Data in this exercise ::
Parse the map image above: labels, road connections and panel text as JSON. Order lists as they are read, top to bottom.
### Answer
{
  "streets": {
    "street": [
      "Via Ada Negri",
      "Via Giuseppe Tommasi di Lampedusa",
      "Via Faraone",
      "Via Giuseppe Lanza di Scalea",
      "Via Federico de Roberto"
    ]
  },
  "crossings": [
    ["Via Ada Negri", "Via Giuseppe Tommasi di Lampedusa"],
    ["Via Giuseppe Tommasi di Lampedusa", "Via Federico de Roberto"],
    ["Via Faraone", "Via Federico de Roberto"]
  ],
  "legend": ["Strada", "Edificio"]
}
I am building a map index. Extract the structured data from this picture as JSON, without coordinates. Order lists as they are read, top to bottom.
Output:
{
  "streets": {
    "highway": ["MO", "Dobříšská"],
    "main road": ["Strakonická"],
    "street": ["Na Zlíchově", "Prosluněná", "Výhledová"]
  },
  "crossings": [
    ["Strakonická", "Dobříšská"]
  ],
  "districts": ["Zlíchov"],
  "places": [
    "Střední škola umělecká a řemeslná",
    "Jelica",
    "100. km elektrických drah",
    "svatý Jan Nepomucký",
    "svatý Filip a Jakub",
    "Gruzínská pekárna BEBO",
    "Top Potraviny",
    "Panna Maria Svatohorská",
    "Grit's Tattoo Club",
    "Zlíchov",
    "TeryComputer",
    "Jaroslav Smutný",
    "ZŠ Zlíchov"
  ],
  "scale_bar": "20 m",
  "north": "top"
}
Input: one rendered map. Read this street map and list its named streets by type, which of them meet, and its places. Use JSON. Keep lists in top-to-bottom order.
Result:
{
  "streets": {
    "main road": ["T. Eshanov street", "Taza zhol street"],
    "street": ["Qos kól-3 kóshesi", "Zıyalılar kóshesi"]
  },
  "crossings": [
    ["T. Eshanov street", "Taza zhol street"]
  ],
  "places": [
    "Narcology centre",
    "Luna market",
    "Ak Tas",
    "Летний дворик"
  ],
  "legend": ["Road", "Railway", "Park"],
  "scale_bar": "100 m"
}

Exercise objective ::
In the answer, the lines from the first line of the data above through the line containing "I am building" must appear exactly as written, with nothing else.

Response ::
Parse the map image above: labels, road connections and panel text as JSON. Order lists as they are read, top to bottom.
### Answer
{
  "streets": {
    "street": [
      "Via Ada Negri",
      "Via Giuseppe Tommasi di Lampedusa",
      "Via Faraone",
      "Via Giuseppe Lanza di Scalea",
      "Via Federico de Roberto"
    ]
  },
  "crossings": [
    ["Via Ada Negri", "Via Giuseppe Tommasi di Lampedusa"],
    ["Via Giuseppe Tommasi di Lampedusa", "Via Federico de Roberto"],
    ["Via Faraone", "Via Federico de Roberto"]
  ],
  "legend": ["Strada", "Edificio"]
}
I am building a map index. Extract the structured data from this picture as JSON, without coordinates. Order lists as they are read, top to bottom.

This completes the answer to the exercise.